Sanırım bunca yıldan,sorudan,yanlıştan,çizikten ve tökezden sonra öğrendiğim en değerli şey bunu kabullenmekle başlamam gerektiği oldu.Düşeceğim,ama yıkılmayacağım.Kırılacağım,ama parçalanmayacağım.Çünkü biliyorum ki her kalktığımda sapabileceğim onlarca yol,kendime atabileceğim yüzlerce çizik olacak.Belki hep kanayacak,belki sadece sızlayacak,ama günün sonunda her biri beni yine ben yapacak.Bugün olduğum kişiyi,iremi.

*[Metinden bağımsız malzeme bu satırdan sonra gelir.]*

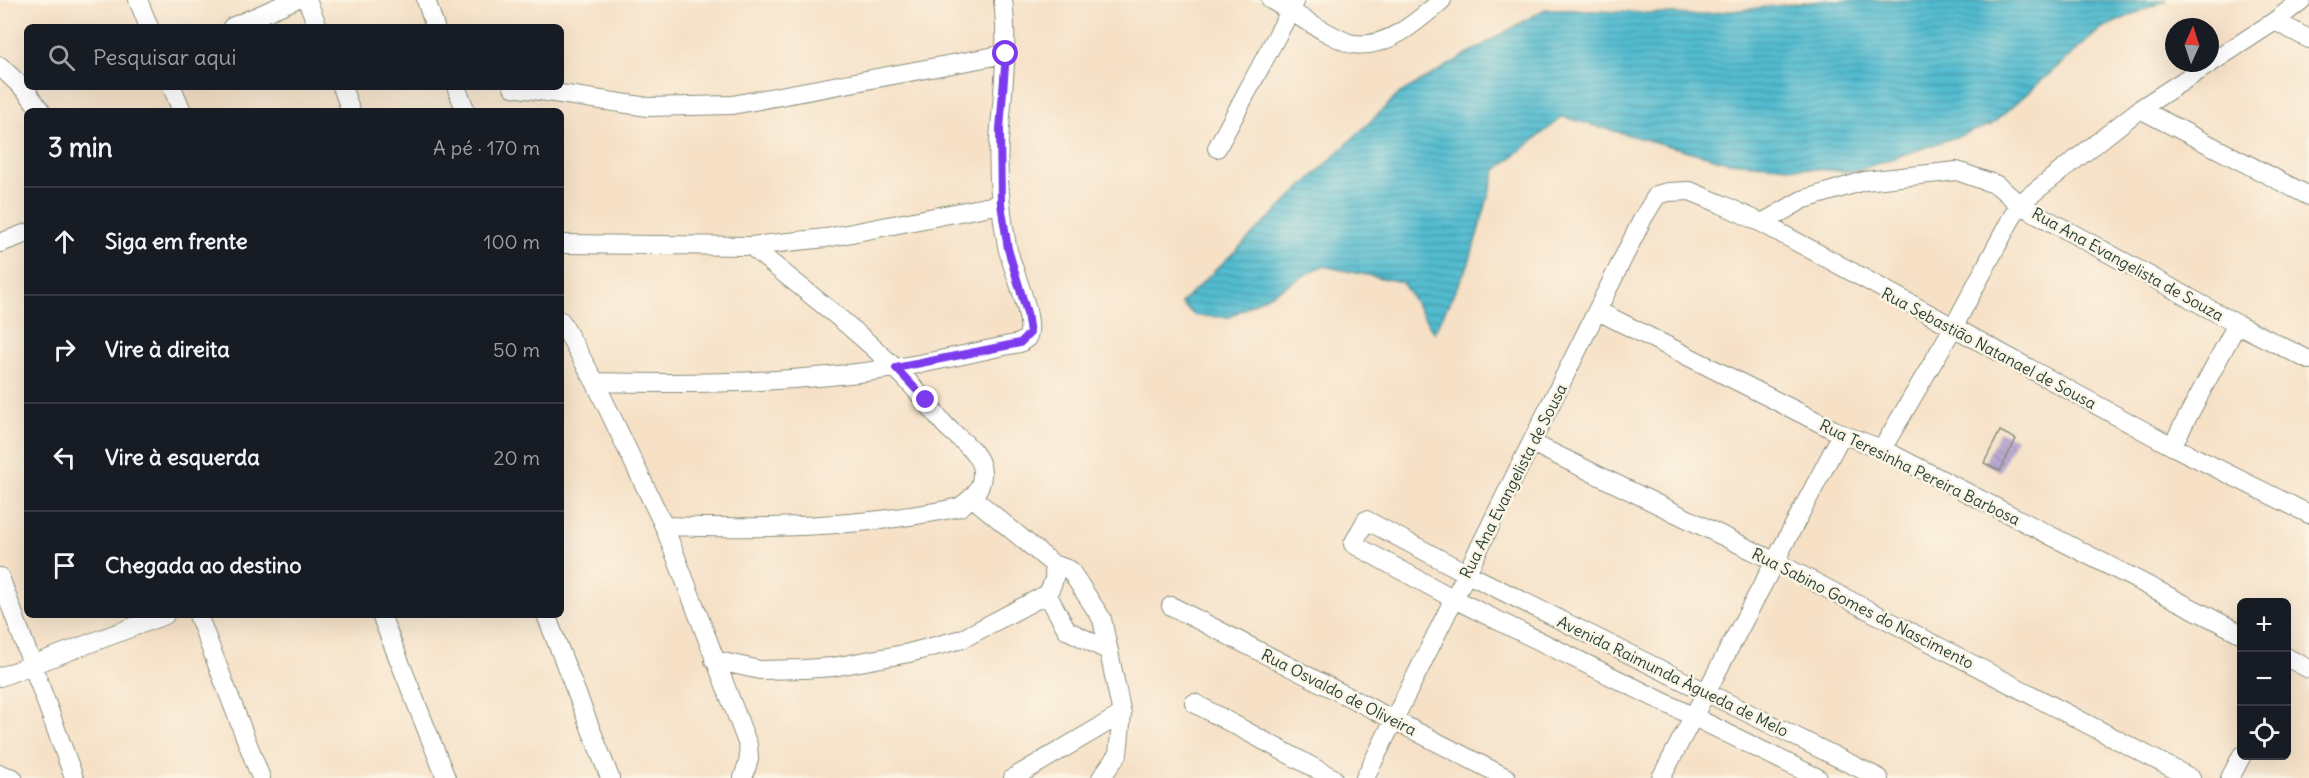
<!DOCTYPE html>
<html lang="pt">
<meta charset="utf-8">
<style>
:root{--surface:#171b24;--page:#20242c;--text:#f1f3f6;--muted:#9ea1a6;--line:#363941}
body{margin:0;font-family:Delius,sans-serif;background:var(--page);color:var(--text)}
.controls{position:absolute;right:18px;bottom:18px;display:grid;overflow:hidden;border-radius:9px;box-shadow:0 6px 24px #0002}
.controls button{width:54px;height:54px;display:grid;place-items:center;padding:0;border:0;border-bottom:2px solid var(--line);background:var(--surface);color:var(--text);font:30px sans-serif}
.compass{position:absolute;left:2165px;top:18px;width:54px;height:54px;border-radius:50%;background:var(--surface);box-shadow:0 6px 24px #0002;rotate:3deg}
.stop{position:absolute;width:18px;height:18px;margin:-14px;border:4px solid #7c3aed;border-radius:50%;background:#fff}
.stop.end{background:#7c3aed;border-color:#fff;box-shadow:0 2px 6px #0008}
.list{margin:0;padding:0;list-style:none}
h2{display:flex;justify-content:space-between;align-items:center;height:78px;margin:0;padding:0 24px;font-size:26px}
h2 small{font-size:20px;font-weight:400;color:var(--muted)}
.list li{display:grid;grid-template-columns:39px 1fr auto;gap:18px;align-items:center;box-sizing:border-box;height:108px;padding:0 24px;border-top:2px solid var(--line)}
.list b{display:block;font-size:22px;white-space:nowrap}
.list em{font-size:20px;font-style:normal;color:var(--muted)}
.icon{flex:none;width:33px;height:33px;fill:none;stroke:currentColor;stroke-width:2;stroke-linecap:round;stroke-linejoin:round}
.map{position:relative;flex:none;width:2309px;height:778px;overflow:hidden}
.search{position:absolute;background:var(--surface);box-shadow:0 6px 24px #0002;left:24px;top:24px;width:540px;height:66px;display:flex;align-items:center;gap:15px;box-sizing:border-box;padding:0 21px;border-radius:9px;color:var(--muted);font-size:22px}
.panel{position:absolute;background:var(--surface);box-shadow:0 6px 24px #0002;left:24px;top:108px;width:540px;height:510px;border-radius:9px}
.map>svg:first-child{display:block}
.water{fill:url(#water-rules);stroke:#397c82;stroke-width:1.5}
.building{fill:url(#building-back-hatch)}
.lines{fill:none;stroke-linecap:round;stroke-linejoin:round}
.street-casing{stroke:#8a8f7e;stroke-width:20}
.street{stroke:#fff;stroke-width:18}
.route{stroke:#7c3aed;stroke-width:8}
.labels{text-anchor:middle;dominant-baseline:central;stroke-width:5;stroke-linejoin:round;paint-order:stroke}
.street-label{font-size:16px;fill:#1f3d34;stroke:#fcf5e5}
</style>
<div class="map">
<svg width="2309" height="778" viewBox="0 0 2309 778">
<defs>
<pattern id="water-rules" width="6" height="5" patternUnits="userSpaceOnUse" patternTransform="scale(1.5)"><rect width="6" height="5" fill="#53bcd0"/><path d="M0 2.5h6" fill="none" stroke="#449aaa"/></pattern>
<pattern id="building-back-hatch" width="6" height="6" patternUnits="userSpaceOnUse" patternTransform="scale(1.5)"><rect width="6" height="6" fill="#b09dcf"/><path d="M-1 5l2 2M0 0l6 6M5-1l2 2" fill="none" stroke="#8f81a9"/></pattern>
</defs>
<rect width="100%" height="100%" fill="#fcf5e5"/>
<filter id="ink" filterUnits="userSpaceOnUse"><feTurbulence type="fractalNoise" baseFrequency=".0167" numOctaves="2"/><feDisplacementMap in="SourceGraphic" scale="12" xChannelSelector="R" yChannelSelector="G"/><feConvolveMatrix kernelMatrix="1 2 1 2 8 2 1 2 1" color-interpolation-filters="sRGB"/></filter>
<filter id="wash" filterUnits="userSpaceOnUse"><feTurbulence type="fractalNoise" baseFrequency=".008" numOctaves="4" result="noise"/><feDisplacementMap in="SourceGraphic" scale="24" xChannelSelector="R" yChannelSelector="G"/><feGaussianBlur stdDeviation="1.35" result="paint"/><feColorMatrix in="noise" values="0 0 0 0 0 0 0 0 0 0 0 0 0 0 0 0 0 1.4 0 .05"/><feComposite in="paint" operator="in"/></filter>
<g filter="url(#wash)">
<rect width="100%" height="100%" fill="#f6e1c7"/>
<path class="water" d="M 1829,0 L 2166,0 L 2102,28 L 1991,125 L 1853,172 L 1728,162 L 1563,117 L 1496,170 L 1469,263 L 1434,333 L 1402,282 L 1322,266 L 1229,317 L 1195,316 L 1181,303 L 1400,93 L 1545,9 L 1696,15 Z"/>
<g id="blocks">
<path class="building" d="M 2000,431 L 2016,439 L 2000,471 L 1984,463 Z"/>
</g>
</g>
<g filter="url(#ink)">
<use href="#blocks" fill-opacity="0" stroke="#8a8f7e" stroke-width="1.5"/>
<g class="lines">
<defs>
<path id="street" d="M 138,0 L 149,27
M 307,0 L 318,27
M 426,0 L 435,27
M 1271,0 C 1287,9 1339,42 1353,44 C 1387,49 1418,21 1442,0
M 2275,21 L 2309,39
M 232,27 L 294,0
M 0,66 L 27,92 L 41,111
M 172,87 L 182,111
M 342,87 L 351,111
M 456,87 L 466,111
M 513,87 L 648,107 L 732,105 L 1006,54
M 2140,109 L 2309,196
M 1217,148 L 1295,2
M 1762,223 L 1802,200 L 1864,181 L 1957,171 L 1997,185 L 2019,204 L 2140,109 L 2275,21 L 2302,0
M 0,243 L 27,233
M 561,244 L 751,246 L 826,238 L 1001,204
M 1598,311 L 1842,434 L 1882,449 L 2242,634
M 561,321 L 595,382 L 664,526 L 748,745 L 749,759 L 743,778
M 595,382 C 695,385 796,383 895,368 C 937,362 978,351 1020,343 L 1027,338 C 1037,321 1011,267 1007,246 C 1000,207 996,166 1000,127 C 1004,84 1008,43 1003,0
M 1532,443 L 1776,562 L 2191,778
M 2172,446 L 2237,324
M 1882,449 L 1953,328 L 2019,204 L 2237,324 L 2309,360
M 664,526 C 763,529 863,528 960,507 C 971,499 982,490 982,474 C 983,453 958,439 945,425 C 929,406 915,387 897,370 C 852,325 799,287 751,246
M 1053,564 L 1070,570 L 1102,619 L 1122,714 L 1118,754 L 1101,778
M 0,577 L 74,778
M 1047,594 L 1067,630 L 1109,651
M 1171,606 L 1507,778
M 198,615 L 261,778
M 381,615 L 446,778
M 546,615 L 610,778
M 2286,657 L 2309,669
M 714,660 L 760,670 L 804,669 L 833,667 L 909,653 L 962,639 L 1047,594 C 1054,583 1056,576 1053,564 L 973,498
M 0,677 L 165,615
M 1194,703 L 1333,778
M 0,774 L 13,778
M 1013,778 L 1122,714
M 1365,778 L 1643,218 L 1657,195 L 1668,192 L 1690,191 L 1721,204 L 1762,223 L 2172,446 L 2309,514
M 1661,778 L 1842,434
M 1818,778 L 1454,599 L 1353,544 L 1366,520 L 1468,574 L 1879,778
M 2230,778 L 2242,755"/>
</defs>
<use href="#street" class="street-casing"/>
<use href="#street" class="street"/>
</g>
</g>
<g class="lines" filter="url(#ink)">
<path class="route" d="M 926,400 L 896,368 L 1020,343 L 1030,333 L 1027,313 L 1008,249 L 1001,204 L 1000,129 L 1006,54"/>
</g>
<g class="labels">
<g class="street-label">
<text transform="translate(2128 264) rotate(29)">Rua Ana Evangelista de Souza</text>
<text transform="translate(1989 348) rotate(28)">Rua Sebastião Natanael de Sousa</text>
<text transform="translate(1920 472) rotate(26)">Rua Teresinha Pereira Barbosa</text>
<text transform="translate(1513 481) rotate(-63)">Rua Ana Evangelista de Sousa</text>
<text transform="translate(1863 608) rotate(27)">Rua Sabino Gomes do Nascimento</text>
<text transform="translate(1673 676) rotate(26)">Avenida Raimunda Àgueda de Melo</text>
<text transform="translate(1339 692) rotate(27)">Rua Osvaldo de Oliveira</text>
</g>
</g>
</svg>
<div class="controls">
<button>+</button>
<button>−</button>
<button><svg class="icon" aria-label="locate" viewBox="0 0 24 24"><circle cx="12" cy="12" r="6"/><path d="M12 2v4M12 18v4M2 12h4M18 12h4"/></svg></button>
</div>
<svg class="compass" viewBox="-18 -18 36 36"><path d="M0-13l5 13h-10z" fill="#e53935"/><path d="M0 13l5-13h-10z" fill="#9ea1a6"/></svg>
<div class="stop" style="left:1006px;top:54px"></div>
<div class="stop end" style="left:926px;top:400px"></div>
<div class="search"><svg class="icon" aria-label="search" viewBox="0 0 24 24"><circle cx="10" cy="10" r="6"/><path d="M15 15l6 6"/></svg>Pesquisar aqui</div>
<section class="panel">
<h2>3 min<small>A pé · 170 m</small></h2>
<ul class="list">
<li><svg class="icon" aria-label="ahead" viewBox="0 0 24 24"><path d="M12 20V5M6 11l6-6 6 6"/></svg><div><b>Siga em frente</b></div><em>100 m</em></li>
<li><svg class="icon" aria-label="right" viewBox="0 0 24 24"><path d="M7 20v-9h11M14 6l5 5-5 5"/></svg><div><b>Vire à direita</b></div><em>50 m</em></li>
<li><svg class="icon" aria-label="left" viewBox="0 0 24 24"><path d="M17 20v-9H6M10 6l-5 5 5 5"/></svg><div><b>Vire à esquerda</b></div><em>20 m</em></li>
<li><svg class="icon" aria-label="arrive" viewBox="0 0 24 24"><path d="M6 21V4h12l-3 4 3 4H6"/></svg><div><b>Chegada ao destino</b></div></li>
</ul>
</section>
</div>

Umarım birgün siz de yolunuzu kaybetmiş bir şekilde dolanırken tekrar ayağa kalkma kudretini gösterirsiniz.Tekrar düşeceğinizi ve asla sonu olmayan bir yolda kendi doğrularınızla,kendi bedeninizle başbaşa yaşamak zorunda olduğunuzu farkeder,aynada baktığınız çocuğa bir şans daha verebilirsiniz.Hem kim bilir,belki ayakta sizinle aynı yaraları taşıyan bir başkası bekliyordur.